Cordier Auditorium’s lobby was decorated with a large array of handmade planetary models of the solar system. Students could walk through the wide variety of artistically made models to learn about the planets orbiting the sun in order. The planetary models eventually became the ambient attraction once Cordier was opened to the public. Nearly everyone who had arrived at the auditorium had one goal in mind: to retrieve fresh ice cream made in front of them with liquid nitrogen.

Members of the chemistry department generated plenty of smiling faces walking around the lobby of Cordier to enjoy the models displayed while eating their special ice cream. This spectacle was a fun one for everyone involved; there’s something about being able to make ice cream from room-temperature ingredients in an instant that has a way of grabbing people’s attention.

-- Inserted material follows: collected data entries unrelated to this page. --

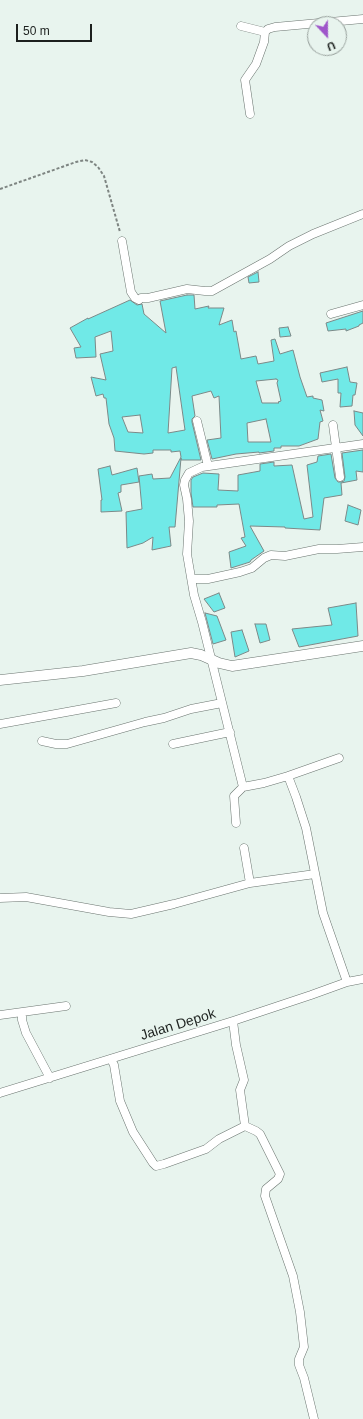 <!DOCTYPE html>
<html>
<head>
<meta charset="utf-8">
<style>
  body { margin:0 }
  #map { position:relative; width:363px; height:1419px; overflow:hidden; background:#e8f4ee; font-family:Arial,sans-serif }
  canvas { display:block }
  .north { position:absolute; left:307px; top:16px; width:40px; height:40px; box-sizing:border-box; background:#e8f4ee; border:1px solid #969f9b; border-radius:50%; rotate:158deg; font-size:11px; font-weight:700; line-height:16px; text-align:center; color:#1c201e }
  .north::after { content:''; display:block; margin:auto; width:14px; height:18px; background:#9f56ca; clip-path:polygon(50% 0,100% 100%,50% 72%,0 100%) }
  .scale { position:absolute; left:16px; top:24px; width:76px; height:18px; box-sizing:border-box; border:2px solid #1c201e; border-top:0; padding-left:5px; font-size:12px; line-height:14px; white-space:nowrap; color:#1c201e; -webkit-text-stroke:3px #e8f4ee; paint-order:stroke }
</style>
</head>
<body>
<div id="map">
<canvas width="363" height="1419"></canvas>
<div class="north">U</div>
<div class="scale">50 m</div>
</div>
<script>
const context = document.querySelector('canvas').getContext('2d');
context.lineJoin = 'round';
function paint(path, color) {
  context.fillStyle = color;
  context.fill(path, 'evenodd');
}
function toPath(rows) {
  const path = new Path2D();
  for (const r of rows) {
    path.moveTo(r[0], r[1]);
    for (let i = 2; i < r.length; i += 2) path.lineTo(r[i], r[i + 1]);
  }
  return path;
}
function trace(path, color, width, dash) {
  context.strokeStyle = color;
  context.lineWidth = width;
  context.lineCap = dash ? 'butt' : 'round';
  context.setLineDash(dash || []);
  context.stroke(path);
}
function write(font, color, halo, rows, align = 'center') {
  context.font = font + ' Arial,sans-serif';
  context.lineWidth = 3;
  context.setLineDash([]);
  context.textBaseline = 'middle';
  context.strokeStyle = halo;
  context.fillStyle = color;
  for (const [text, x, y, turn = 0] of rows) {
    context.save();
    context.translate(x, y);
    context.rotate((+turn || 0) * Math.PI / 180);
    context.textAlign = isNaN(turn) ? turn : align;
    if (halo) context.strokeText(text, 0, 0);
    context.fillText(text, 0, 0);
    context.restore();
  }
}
const building = toPath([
  [258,272,259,282,249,283,248,277,258,272],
  [187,295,194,295,195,309,209,306,208,308,224,308,219,325,232,320,234,332,236,331,241,359,256,356,258,364,274,361,271,340,275,339,280,354,293,350,300,377,307,397,313,396,313,398,322,400,324,411,320,410,323,421,320,422,318,439,299,446,281,446,281,448,274,448,274,451,259,453,259,452,236,454,212,459,207,440,221,438,219,396,214,398,211,391,192,396,195,416,192,419,192,422,201,460,181,460,181,458,175,527,169,527,171,546,152,550,153,537,143,543,127,548,126,512,142,509,139,476,152,474,153,479,170,478,181,457,180,451,171,452,171,450,153,450,153,453,144,454,115,451,114,438,109,424,106,398,104,398,103,394,96,396,91,377,106,380,100,354,113,351,111,331,95,337,96,357,76,358,74,348,81,347,70,328,88,318,88,319,130,300,137,305,142,304,144,314,166,333,160,301,187,295],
  [176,367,185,430,168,433,172,368,176,367],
  [276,379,278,380,277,383,281,401,278,402,279,403,262,403,256,381,276,379],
  [140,415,143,433,128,432,122,417,140,415],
  [266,419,271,442,248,442,247,423,266,419],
  [363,311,363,323,359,325,359,326,346,331,346,329,328,331,326,323,363,311],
  [288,327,291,336,280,337,279,328,288,327],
  [347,367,350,382,357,383,355,395,353,395,352,406,340,407,341,393,338,393,338,379,322,382,320,373,347,367],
  [354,411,363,413,363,436,355,425,354,411],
  [363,450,363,472,356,471,357,480,341,483,342,495,324,498,320,530,285,528,285,527,250,526,264,551,251,560,250,562,231,568,229,552,246,546,241,538,245,537,239,504,217,505,217,507,193,507,191,493,191,480,193,477,203,473,219,474,218,490,238,491,238,475,260,471,260,464,274,462,274,466,292,465,304,519,313,517,307,465,317,462,318,456,331,454,335,478,338,482,341,482,344,481,345,477,342,453,363,450],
  [110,466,112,475,137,468,139,482,121,485,121,492,118,493,122,511,101,512,101,500,102,500,98,469,110,466],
  [348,505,361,510,358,525,345,521,348,505],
  [219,593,225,608,214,612,204,599,219,593],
  [356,603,358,636,299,647,292,629,332,625,328,608,356,603],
  [205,613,217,616,226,640,213,644,205,613],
  [255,624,266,624,270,640,260,643,255,624],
  [242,630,249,651,235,657,231,632,242,630]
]);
const path = toPath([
  [0,189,76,162,85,160,92,162,98,167,104,176,120,232]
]);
const minor = toPath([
  [241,26,265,32],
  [250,114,245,80,256,64,264,42,265,32,268,29,275,27,363,19],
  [122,241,131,292,135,298,139,300,141,298,148,298,187,289,205,291,212,291,270,259,289,246,313,234,363,214],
  [331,314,363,305],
  [197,421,208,466],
  [333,425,340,477],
  [192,579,208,579,240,572,252,568,264,558,271,555,285,556,319,549,337,549,363,547],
  [0,724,116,703],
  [42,741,56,744,67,744,145,722,164,718,191,709,222,703],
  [173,744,230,732],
  [288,776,339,758],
  [236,823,234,796,243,787],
  [244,848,250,883],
  [0,898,26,897,109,912,131,914,174,904,250,883,315,874],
  [347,982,323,913,306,828,296,797,288,776,264,783,243,787,202,622,194,595,187,554,189,521,187,499,184,485,185,480,189,473,202,467,363,444],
  [22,1012,22,1020,26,1033,50,1078],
  [0,1015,66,1006],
  [111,1059,114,1065,120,1101,133,1132,153,1163,156,1166,164,1164,206,1149,219,1139,245,1126,240,1090,244,1080,236,1045,233,1021],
  [0,1093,233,1021,311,995,347,982,363,979],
  [245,1126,256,1131,260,1134,280,1174,278,1179,266,1189,265,1196,293,1276,300,1312,304,1347,299,1359,299,1365,304,1378,314,1419]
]);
const tertiary = toPath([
  [0,680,83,671,191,653,201,655,219,663,232,666,363,646]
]);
const streetNames = [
  ["Jalan Depok",178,1025,-17]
];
paint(building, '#70e9e7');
trace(building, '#7c8988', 1);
trace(minor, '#6a746f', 9);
trace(tertiary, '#6a746f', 11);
trace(path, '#7e8582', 2, [3, 2]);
trace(minor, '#fff', 8);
trace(tertiary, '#fff', 10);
write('14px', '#1c201e', '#e8f4ee', streetNames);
</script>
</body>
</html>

“Chemistry is fun, especially when you get to freeze stuff,” said senior chemistry major Ryan Demars, who was assisting Dr. Terrie Salupo-Bryant in making the ice cream.

The physics department was also keeping busy for the entire day due to Dr. Christer Watson taking on the responsibility of facilitating groups of students, which arrived at 10 a.m., through discussions about telescopes, optics, light and viewing space in day and night. “You might not think it’s time to do astronomy in the afternoon, so in the middle of the day we had activities to show how crazy light can behave,” Watson said.

Emily Milburn, Christopher Jacobs and this reporter assisted Watson with facilitating stations about using a solar filtered telescope to view the sun directly, using lenses to build a telescope by hand, watching video of viewing the moon through a telescope at night and performing a couple of thought experiments on the properties of light.

MU also brought in some outside help to install a pop-up planetarium, or a digitarium, in the upper JYSC. The digitarium is a small dome that has an air pump, which would be akin to bouncy houses, to keep the dome inflated. An assistant unzips the small dome to allow people to step inside of this small isolation chamber and viewers are greeted by a powerful projector in the middle of the dome that casts the night sky across the entirety of the inside of the dome. An astronomer facilitated discussion and viewing of the night sky by simulating different periods in the night ahead.